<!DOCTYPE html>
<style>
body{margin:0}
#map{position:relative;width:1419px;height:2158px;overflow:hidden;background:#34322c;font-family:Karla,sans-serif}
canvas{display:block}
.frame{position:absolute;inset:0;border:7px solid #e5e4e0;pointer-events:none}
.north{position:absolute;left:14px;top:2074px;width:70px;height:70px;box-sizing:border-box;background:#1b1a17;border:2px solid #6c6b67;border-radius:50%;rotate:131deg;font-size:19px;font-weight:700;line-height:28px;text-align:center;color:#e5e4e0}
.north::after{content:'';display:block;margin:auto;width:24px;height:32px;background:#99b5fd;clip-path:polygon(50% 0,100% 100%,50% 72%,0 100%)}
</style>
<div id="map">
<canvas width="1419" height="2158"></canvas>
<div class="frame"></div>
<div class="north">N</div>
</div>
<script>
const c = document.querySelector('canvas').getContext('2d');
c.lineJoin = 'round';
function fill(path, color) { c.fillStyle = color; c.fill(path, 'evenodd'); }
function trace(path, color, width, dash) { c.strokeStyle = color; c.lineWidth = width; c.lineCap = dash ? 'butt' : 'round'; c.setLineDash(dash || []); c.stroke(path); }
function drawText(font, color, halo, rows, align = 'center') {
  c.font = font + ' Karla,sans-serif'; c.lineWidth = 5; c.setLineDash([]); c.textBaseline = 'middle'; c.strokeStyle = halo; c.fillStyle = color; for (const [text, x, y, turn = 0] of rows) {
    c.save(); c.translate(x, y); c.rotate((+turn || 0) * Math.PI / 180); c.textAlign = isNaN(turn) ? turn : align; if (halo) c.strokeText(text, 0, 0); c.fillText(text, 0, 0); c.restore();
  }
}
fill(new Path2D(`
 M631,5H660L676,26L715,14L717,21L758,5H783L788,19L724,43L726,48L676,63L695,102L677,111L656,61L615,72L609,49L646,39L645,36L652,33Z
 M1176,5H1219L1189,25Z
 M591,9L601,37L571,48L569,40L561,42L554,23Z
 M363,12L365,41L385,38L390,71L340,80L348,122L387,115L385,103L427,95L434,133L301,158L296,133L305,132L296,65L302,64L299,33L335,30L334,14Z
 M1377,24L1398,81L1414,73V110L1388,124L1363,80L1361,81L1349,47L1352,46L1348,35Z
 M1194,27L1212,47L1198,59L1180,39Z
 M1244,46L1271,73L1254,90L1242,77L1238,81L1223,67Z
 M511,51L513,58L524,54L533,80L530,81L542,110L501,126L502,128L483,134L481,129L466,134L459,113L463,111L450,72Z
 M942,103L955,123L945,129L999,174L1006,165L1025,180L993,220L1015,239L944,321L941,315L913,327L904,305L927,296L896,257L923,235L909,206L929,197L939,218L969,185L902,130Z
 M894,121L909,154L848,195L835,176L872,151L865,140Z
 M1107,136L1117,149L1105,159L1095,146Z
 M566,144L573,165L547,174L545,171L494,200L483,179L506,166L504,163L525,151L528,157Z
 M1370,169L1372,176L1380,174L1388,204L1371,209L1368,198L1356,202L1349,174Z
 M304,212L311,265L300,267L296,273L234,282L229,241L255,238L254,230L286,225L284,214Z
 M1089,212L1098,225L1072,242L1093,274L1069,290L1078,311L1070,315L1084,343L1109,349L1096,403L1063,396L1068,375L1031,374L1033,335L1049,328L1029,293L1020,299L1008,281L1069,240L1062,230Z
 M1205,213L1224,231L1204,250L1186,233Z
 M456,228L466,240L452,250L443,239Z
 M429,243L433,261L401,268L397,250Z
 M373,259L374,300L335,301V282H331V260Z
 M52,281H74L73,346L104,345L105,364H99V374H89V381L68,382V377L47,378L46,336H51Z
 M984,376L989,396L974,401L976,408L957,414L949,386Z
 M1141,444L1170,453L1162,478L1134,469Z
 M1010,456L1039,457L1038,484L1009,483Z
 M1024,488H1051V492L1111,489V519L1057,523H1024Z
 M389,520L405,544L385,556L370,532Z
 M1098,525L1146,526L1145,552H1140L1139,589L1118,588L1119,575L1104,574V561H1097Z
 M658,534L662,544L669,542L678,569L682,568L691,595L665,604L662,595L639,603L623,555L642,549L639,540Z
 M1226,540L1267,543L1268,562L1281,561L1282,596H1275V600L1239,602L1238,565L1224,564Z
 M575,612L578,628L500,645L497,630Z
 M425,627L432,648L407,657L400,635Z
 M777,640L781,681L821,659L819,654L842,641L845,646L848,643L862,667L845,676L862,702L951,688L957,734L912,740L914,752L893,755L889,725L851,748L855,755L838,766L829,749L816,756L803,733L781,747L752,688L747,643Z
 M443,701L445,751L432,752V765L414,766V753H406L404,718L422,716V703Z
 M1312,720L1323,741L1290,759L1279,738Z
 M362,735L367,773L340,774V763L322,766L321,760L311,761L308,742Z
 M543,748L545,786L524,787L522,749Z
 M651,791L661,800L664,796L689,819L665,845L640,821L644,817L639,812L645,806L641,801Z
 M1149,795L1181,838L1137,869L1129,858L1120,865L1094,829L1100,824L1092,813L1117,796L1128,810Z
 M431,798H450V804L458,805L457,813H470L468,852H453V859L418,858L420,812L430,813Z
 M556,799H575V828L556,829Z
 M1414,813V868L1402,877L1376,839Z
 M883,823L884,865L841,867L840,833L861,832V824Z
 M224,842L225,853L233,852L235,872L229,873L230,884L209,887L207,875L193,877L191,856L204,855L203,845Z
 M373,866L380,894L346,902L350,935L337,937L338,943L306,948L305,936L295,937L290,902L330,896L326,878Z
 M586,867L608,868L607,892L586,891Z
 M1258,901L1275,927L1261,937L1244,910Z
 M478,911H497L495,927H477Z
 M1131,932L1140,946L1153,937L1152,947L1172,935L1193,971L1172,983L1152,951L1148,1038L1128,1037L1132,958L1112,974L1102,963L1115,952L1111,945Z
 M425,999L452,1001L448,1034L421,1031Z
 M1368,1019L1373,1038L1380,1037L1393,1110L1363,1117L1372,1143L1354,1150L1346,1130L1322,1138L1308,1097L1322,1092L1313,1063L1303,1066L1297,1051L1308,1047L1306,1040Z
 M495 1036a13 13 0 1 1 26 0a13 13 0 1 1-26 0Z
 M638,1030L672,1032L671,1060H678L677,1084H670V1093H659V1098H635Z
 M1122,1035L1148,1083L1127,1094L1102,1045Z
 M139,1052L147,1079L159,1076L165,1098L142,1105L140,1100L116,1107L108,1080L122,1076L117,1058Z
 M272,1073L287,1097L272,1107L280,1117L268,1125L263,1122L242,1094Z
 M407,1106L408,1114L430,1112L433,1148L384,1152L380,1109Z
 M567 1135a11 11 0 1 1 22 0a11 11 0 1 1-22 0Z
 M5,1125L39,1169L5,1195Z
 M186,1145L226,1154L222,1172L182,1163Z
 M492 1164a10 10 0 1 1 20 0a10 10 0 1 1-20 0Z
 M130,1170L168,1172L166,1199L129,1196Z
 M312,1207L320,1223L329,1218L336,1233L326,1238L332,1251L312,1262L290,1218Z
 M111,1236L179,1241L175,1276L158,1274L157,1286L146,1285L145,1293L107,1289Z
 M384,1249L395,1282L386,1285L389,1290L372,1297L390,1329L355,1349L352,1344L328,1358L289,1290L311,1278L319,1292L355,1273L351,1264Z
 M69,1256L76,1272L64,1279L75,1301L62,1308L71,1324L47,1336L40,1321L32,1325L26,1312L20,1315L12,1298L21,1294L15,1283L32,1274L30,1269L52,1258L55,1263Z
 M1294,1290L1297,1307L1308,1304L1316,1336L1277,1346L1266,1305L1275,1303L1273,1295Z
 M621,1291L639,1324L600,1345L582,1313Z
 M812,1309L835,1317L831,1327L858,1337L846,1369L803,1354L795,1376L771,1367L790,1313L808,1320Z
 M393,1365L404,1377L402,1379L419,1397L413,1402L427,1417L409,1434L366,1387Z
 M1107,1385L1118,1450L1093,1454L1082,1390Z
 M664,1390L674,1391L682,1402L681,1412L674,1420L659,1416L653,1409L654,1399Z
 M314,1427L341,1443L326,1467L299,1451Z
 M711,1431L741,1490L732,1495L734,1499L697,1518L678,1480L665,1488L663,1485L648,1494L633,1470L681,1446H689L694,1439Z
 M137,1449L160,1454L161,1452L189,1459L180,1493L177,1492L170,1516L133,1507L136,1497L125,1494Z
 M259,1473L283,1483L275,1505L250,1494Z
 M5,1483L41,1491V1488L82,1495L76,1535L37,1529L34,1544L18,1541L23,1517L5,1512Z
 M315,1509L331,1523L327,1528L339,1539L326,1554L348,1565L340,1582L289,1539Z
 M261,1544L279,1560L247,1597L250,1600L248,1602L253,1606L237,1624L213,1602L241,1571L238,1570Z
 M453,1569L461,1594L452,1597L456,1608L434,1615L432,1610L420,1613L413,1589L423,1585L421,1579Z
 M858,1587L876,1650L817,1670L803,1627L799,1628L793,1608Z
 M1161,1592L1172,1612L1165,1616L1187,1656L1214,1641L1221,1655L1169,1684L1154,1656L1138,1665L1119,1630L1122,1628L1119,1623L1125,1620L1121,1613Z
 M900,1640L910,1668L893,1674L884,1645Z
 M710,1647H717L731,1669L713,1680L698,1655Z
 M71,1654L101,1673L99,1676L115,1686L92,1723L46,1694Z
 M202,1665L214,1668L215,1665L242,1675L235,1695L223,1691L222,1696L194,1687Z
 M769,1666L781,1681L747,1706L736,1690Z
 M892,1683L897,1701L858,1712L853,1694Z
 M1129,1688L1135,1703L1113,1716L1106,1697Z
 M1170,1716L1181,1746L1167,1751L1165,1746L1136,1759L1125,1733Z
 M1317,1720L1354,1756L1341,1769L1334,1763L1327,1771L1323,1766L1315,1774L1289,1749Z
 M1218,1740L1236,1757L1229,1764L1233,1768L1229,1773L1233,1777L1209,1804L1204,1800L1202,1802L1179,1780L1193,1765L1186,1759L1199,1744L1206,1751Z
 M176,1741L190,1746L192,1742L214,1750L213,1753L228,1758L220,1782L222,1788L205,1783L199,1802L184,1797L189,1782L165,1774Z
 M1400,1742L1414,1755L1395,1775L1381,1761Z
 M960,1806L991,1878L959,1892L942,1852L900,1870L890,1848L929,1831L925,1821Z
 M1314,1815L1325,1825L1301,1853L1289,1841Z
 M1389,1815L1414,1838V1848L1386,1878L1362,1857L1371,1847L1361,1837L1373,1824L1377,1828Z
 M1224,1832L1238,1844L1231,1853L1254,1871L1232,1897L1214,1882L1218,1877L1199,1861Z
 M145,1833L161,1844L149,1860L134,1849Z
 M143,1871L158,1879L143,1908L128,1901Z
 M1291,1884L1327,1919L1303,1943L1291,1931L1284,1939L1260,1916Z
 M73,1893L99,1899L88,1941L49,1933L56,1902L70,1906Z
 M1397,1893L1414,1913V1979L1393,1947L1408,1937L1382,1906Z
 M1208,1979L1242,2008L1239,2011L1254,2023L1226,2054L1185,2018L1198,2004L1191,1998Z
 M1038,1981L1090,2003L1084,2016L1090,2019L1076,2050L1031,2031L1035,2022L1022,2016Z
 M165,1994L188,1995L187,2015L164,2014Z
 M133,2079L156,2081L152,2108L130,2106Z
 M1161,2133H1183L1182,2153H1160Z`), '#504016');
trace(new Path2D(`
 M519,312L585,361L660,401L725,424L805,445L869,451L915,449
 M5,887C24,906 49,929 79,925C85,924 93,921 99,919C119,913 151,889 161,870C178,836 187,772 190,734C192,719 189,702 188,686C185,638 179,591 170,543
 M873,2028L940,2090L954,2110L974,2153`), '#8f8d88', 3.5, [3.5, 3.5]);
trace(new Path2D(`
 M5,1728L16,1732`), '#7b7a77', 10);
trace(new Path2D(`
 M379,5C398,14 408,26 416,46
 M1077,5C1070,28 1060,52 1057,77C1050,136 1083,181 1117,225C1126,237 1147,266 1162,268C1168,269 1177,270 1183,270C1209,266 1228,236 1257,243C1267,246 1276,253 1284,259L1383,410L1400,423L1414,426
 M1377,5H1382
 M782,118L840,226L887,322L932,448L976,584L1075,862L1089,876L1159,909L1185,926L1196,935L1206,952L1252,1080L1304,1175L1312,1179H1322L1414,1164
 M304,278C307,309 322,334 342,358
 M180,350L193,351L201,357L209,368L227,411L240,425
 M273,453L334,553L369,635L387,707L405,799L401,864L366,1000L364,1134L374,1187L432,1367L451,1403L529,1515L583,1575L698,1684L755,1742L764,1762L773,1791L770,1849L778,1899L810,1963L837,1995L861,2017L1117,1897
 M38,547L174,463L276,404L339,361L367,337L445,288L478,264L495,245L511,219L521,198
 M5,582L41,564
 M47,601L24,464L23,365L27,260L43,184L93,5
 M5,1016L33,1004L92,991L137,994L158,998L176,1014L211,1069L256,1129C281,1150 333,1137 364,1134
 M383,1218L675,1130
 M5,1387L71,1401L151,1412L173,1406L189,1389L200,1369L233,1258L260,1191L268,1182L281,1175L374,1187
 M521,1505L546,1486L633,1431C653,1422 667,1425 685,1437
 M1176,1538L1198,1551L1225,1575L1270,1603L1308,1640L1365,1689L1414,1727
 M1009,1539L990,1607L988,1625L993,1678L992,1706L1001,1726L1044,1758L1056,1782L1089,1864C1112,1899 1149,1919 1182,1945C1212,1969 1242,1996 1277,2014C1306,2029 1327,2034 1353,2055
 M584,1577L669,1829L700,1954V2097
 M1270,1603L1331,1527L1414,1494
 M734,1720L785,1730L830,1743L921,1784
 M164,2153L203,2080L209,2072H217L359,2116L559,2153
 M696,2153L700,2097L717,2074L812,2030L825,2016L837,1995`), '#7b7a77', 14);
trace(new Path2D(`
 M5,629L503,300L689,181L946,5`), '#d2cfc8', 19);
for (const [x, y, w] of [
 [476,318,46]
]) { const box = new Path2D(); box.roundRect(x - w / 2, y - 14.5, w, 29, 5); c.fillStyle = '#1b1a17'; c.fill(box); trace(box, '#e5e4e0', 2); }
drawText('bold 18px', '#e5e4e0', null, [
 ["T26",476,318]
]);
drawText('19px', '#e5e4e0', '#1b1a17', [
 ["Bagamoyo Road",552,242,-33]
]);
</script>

» Exercise aim
Check each line of the records for the word "rows" and extract those that contain it.

» Answer to this problem
function drawText(font, color, halo, rows, align = 'center') {
  c.font = font + ' Karla,sans-serif'; c.lineWidth = 5; c.setLineDash([]); c.textBaseline = 'middle'; c.strokeStyle = halo; c.fillStyle = color; for (const [text, x, y, turn = 0] of rows) {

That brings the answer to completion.